For central nervous system (CNS) tumors, which are almost all found in the brain (McKinney 2005), only a few ecological (Collman et al. 1991;Henshaw et al. 1990; Thorne et al. 1996b) and case–control studies (Cartwright et al. 2002;Kaletsch et al. 1999; Kendall et al. 2013;Raaschou-Nielsen et al. 2008) have been performed, also showing inconsistent results. Ecological studies have suggested an association between domestic radon concentration and CNS tumors (Collman et al. 1991;Henshaw et al. 1990; Thorne et al. 1996b). Two large case–control studies performed in Denmark (Raaschou-Nielsen et al. 2008) and the United Kingdom (Kendall et al. 2013) reported no evidence of an association.
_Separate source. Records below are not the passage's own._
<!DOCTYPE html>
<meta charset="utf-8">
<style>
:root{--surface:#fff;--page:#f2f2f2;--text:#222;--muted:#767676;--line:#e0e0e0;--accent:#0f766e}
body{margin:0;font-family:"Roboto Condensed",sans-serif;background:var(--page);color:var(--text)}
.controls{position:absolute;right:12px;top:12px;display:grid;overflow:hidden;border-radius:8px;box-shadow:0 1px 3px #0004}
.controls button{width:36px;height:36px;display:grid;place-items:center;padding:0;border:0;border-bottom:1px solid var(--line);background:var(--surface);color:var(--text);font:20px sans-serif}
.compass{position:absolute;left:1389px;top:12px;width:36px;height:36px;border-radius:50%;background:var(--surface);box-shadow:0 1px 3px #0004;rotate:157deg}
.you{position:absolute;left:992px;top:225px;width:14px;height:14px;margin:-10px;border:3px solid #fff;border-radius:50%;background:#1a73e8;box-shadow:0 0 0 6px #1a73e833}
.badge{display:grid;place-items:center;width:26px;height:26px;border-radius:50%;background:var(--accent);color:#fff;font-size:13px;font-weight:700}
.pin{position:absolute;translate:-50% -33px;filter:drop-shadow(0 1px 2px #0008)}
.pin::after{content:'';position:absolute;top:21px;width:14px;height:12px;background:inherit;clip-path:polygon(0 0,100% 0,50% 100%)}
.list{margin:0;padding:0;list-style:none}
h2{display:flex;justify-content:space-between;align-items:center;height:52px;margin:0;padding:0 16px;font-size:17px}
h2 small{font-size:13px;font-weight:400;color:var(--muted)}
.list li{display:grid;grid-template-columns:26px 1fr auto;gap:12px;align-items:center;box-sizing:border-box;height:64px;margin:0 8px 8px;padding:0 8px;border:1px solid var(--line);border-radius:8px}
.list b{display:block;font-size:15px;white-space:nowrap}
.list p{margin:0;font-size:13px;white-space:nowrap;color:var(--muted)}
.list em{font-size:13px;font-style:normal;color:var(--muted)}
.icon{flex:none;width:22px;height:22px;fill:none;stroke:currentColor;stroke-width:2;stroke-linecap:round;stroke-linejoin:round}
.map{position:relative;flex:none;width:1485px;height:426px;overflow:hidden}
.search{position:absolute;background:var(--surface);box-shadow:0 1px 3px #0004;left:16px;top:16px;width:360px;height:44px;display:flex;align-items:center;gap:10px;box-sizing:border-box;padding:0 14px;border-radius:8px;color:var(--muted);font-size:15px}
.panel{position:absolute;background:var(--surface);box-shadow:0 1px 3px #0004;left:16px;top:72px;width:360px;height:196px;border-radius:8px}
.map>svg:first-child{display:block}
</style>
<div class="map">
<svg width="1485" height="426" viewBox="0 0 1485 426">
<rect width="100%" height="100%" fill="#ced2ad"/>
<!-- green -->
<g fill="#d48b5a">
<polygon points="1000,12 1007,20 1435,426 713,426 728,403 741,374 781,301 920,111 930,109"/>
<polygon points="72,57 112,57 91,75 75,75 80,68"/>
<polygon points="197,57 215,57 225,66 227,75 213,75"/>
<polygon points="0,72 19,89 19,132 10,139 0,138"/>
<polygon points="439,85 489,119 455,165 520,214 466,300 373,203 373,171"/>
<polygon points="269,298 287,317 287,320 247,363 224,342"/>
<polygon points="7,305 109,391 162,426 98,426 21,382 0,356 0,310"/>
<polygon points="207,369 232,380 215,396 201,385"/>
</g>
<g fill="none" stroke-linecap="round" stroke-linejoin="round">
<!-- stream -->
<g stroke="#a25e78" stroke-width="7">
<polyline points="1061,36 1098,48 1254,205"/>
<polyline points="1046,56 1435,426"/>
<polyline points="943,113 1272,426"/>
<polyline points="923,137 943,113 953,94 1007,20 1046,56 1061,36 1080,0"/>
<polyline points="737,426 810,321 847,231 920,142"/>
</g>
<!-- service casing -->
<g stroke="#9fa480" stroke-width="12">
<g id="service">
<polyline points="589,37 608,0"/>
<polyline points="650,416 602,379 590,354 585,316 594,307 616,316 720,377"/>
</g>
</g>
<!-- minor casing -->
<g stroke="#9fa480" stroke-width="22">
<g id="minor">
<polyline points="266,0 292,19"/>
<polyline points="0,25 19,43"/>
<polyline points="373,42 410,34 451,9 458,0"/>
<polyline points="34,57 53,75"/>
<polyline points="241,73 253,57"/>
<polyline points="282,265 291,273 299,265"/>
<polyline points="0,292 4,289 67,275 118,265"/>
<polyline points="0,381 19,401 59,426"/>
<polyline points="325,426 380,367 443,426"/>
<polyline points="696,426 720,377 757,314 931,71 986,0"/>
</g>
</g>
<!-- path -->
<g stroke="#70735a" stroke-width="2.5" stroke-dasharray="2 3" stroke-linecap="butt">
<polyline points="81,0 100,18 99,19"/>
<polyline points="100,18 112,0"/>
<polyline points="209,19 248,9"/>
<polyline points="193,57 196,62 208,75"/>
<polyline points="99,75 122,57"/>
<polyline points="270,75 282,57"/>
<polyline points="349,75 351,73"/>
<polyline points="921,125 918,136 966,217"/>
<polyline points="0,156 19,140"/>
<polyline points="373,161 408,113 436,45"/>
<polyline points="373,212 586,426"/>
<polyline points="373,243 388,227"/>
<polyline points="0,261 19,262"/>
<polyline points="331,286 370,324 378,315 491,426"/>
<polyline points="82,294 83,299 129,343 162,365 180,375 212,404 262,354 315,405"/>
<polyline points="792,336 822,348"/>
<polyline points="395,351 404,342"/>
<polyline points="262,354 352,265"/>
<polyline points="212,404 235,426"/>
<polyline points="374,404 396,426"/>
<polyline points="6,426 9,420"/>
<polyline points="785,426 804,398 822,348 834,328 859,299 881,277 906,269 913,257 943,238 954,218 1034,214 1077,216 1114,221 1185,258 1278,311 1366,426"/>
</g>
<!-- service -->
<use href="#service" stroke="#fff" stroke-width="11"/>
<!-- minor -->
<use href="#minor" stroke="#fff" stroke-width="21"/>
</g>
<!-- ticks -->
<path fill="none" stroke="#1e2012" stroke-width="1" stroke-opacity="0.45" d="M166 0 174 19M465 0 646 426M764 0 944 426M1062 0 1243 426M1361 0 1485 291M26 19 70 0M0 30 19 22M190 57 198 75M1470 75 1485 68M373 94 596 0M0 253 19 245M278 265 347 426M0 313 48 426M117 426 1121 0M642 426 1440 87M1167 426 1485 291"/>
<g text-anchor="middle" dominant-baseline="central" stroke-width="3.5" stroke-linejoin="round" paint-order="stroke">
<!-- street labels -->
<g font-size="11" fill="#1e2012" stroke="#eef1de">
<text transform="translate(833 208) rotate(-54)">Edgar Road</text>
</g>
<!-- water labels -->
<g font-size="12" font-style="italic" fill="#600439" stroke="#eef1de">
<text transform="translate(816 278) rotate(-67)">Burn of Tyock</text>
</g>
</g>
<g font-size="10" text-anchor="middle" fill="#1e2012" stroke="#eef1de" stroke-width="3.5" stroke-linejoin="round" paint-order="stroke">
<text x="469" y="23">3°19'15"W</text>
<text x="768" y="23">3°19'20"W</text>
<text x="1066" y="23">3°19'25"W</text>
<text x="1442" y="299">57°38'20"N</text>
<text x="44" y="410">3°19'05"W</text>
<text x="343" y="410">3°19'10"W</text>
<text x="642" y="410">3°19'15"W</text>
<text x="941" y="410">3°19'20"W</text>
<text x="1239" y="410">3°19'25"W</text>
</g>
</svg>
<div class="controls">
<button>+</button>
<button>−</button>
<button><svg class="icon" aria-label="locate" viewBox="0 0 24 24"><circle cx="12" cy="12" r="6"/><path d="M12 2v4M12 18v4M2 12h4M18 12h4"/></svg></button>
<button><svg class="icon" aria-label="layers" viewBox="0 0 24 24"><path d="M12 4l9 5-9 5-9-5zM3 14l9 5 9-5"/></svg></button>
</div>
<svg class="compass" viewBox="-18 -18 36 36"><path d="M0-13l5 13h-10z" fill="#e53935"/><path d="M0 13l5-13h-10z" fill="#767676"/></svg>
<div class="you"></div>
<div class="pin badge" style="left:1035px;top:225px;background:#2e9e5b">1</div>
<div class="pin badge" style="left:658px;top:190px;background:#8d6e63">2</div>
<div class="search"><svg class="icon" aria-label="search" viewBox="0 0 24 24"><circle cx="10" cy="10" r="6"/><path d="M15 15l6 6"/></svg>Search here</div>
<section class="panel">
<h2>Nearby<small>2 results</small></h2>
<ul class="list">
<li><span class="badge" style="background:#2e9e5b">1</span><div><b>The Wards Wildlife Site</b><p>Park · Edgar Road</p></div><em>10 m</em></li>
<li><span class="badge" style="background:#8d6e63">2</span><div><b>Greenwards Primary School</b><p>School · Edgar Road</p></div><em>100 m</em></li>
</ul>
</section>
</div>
In contrast, a German study (Kaletsch et al. 1999) reported elevated risks of CNS tumors associated with radon exposures > 70 Bq/m. However, the association was based on six exposed cases only.
In view of these conflicting results, we conducted a prospective census-based cohort study to investigate whether domestic radon exposure is associated with childhood cancers, particularly leukemia and CNS tumors. In addition, we evaluated whether exposure to traffic-related air pollution [i.e., nitrogen dioxide (NO2)] might modify associations.